Complete 180 from talking having kids to needing space – can anyone weigh in?posted 3 months ago in Relationships
- 3 months ago
You’re so kind to say that, and I’m so thrilled that what I’ve said has been able to bring you some clarity and comfort.
I take a keen interest in this stuff and have read up extensively about (in very large part to understand my own experiences), and I only give my own commentary if I know it will be helpful and if I’m reasonably sure it is close to the mark.
As I say, I have read up and researched a lot about relationships, with a particular interest in what they have to teach us about ourselves.
Many people (wrongly) assume when there’s a hiccup in a relationship or when someone pulls back slightly that it means the person is not “into” you or that he or she is a game player or jerk. Most of the time it’s not the case at all. In a new relationship, everyone is slightly on their guard and people’s fears get activated easily. A lot of a new relationship is simply about managing our own fears and insecurities and letting the other person do the same, while at the same time assessing if that person is actually what you want. That’s why it’s important to take things slowly.
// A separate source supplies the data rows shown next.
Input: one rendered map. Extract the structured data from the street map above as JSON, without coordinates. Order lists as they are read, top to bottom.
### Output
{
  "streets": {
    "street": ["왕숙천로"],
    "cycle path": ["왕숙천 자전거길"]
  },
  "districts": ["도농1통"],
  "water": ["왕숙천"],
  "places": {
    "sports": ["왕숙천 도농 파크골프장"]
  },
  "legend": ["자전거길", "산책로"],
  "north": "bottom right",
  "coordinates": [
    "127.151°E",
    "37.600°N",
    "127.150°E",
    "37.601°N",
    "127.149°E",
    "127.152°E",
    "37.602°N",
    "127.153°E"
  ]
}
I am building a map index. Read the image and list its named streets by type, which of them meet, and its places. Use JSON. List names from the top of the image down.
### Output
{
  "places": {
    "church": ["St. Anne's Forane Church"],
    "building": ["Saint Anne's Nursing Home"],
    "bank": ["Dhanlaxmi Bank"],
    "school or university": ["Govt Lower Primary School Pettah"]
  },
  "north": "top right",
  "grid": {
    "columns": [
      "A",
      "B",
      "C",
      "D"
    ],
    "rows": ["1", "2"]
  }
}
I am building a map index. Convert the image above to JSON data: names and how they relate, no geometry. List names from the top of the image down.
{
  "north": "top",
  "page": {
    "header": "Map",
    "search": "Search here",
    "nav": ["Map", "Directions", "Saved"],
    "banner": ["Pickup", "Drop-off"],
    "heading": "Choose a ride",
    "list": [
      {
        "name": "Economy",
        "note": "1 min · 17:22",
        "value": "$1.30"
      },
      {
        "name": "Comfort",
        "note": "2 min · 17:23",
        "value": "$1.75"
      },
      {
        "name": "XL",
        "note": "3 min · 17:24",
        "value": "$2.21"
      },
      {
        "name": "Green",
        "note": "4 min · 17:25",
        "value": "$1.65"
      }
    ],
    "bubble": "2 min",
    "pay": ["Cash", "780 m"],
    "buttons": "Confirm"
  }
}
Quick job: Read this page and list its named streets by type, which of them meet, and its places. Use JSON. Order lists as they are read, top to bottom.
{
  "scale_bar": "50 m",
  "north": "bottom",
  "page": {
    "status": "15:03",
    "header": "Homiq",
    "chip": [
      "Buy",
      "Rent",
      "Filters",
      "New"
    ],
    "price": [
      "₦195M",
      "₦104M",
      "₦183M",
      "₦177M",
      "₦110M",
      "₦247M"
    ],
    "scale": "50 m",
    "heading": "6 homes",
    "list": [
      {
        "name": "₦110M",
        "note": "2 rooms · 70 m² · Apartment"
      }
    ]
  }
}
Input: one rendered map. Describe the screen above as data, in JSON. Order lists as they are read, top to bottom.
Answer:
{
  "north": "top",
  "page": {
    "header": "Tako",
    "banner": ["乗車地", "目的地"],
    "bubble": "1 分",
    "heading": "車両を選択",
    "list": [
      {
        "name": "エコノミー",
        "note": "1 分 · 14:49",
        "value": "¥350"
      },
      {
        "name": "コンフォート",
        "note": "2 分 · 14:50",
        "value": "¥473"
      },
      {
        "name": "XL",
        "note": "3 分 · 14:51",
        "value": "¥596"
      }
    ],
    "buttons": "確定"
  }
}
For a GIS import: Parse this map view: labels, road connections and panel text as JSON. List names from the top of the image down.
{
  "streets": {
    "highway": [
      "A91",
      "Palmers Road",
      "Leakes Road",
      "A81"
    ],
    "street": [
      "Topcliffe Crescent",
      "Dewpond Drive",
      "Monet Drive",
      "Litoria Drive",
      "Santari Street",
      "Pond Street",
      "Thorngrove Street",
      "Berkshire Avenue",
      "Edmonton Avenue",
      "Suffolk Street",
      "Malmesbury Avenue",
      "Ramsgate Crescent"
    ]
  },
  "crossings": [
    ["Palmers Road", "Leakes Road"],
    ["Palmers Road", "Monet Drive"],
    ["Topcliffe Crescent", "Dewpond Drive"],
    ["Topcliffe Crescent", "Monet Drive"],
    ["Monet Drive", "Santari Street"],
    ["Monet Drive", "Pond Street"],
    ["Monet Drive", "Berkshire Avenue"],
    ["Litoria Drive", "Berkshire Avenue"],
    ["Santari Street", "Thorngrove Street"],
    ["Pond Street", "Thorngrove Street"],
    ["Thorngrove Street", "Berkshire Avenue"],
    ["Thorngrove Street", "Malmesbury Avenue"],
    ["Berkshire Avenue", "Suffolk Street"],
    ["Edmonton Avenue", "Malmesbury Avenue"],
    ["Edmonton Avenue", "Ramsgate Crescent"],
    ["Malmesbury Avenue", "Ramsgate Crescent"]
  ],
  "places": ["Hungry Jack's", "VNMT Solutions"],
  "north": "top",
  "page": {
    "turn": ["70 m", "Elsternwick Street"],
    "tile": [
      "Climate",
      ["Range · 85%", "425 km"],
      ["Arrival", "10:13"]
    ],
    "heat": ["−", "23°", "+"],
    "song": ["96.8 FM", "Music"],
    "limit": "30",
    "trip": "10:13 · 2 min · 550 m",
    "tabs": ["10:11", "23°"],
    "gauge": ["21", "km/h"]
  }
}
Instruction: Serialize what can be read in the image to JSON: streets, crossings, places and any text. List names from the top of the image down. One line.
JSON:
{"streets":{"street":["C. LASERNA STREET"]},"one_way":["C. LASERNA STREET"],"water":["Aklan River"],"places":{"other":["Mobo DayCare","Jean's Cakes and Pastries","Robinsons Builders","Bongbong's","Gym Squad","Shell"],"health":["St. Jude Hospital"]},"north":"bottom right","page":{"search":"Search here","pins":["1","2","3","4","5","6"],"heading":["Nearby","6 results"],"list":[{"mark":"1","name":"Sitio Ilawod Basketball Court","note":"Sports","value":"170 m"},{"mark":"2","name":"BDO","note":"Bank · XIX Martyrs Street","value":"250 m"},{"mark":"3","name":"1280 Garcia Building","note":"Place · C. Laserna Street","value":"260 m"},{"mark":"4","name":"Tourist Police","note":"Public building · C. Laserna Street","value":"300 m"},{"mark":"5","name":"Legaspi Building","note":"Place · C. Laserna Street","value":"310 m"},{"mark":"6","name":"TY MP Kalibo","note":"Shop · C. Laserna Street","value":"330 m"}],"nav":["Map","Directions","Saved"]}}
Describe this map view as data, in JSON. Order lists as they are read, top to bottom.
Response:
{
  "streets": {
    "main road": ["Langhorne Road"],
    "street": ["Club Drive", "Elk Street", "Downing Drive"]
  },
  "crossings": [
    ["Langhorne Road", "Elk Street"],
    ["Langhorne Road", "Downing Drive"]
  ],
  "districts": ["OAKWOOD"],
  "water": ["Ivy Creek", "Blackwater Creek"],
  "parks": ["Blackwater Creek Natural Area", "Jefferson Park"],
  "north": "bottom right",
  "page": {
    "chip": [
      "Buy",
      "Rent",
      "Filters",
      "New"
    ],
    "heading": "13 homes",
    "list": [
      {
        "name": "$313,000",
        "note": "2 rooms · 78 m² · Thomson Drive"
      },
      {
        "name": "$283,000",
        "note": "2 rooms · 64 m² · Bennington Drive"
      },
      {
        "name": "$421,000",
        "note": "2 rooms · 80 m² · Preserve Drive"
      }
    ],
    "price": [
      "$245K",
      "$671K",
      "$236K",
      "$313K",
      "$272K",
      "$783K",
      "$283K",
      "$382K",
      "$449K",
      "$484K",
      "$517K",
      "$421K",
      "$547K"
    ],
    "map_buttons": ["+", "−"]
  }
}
I really have been where you are, and it’s only recently that I realised the role that my own anxiety played in my relationships and why they broke up. To be clear – I’m not blaming myself (or you), but I do think it’s helpful to understand the way our own anxiety and healing works and to manage it properly because our behaviour is really the only thing we can control.
I agree completely with purplepixel : .
You were not wrong to state what you needed. But I also think with a new relationship it’s wise not to invest too much (or say too much) but instead give the other person a chance to reveal who they are and what they’re capable of. Unfortunately that does take time. I honestly think the healthier relationships start out where both people have full lives that they focus on for a long time and don’t give up too much or make too many promises to the other person until there’s a deeper commitment.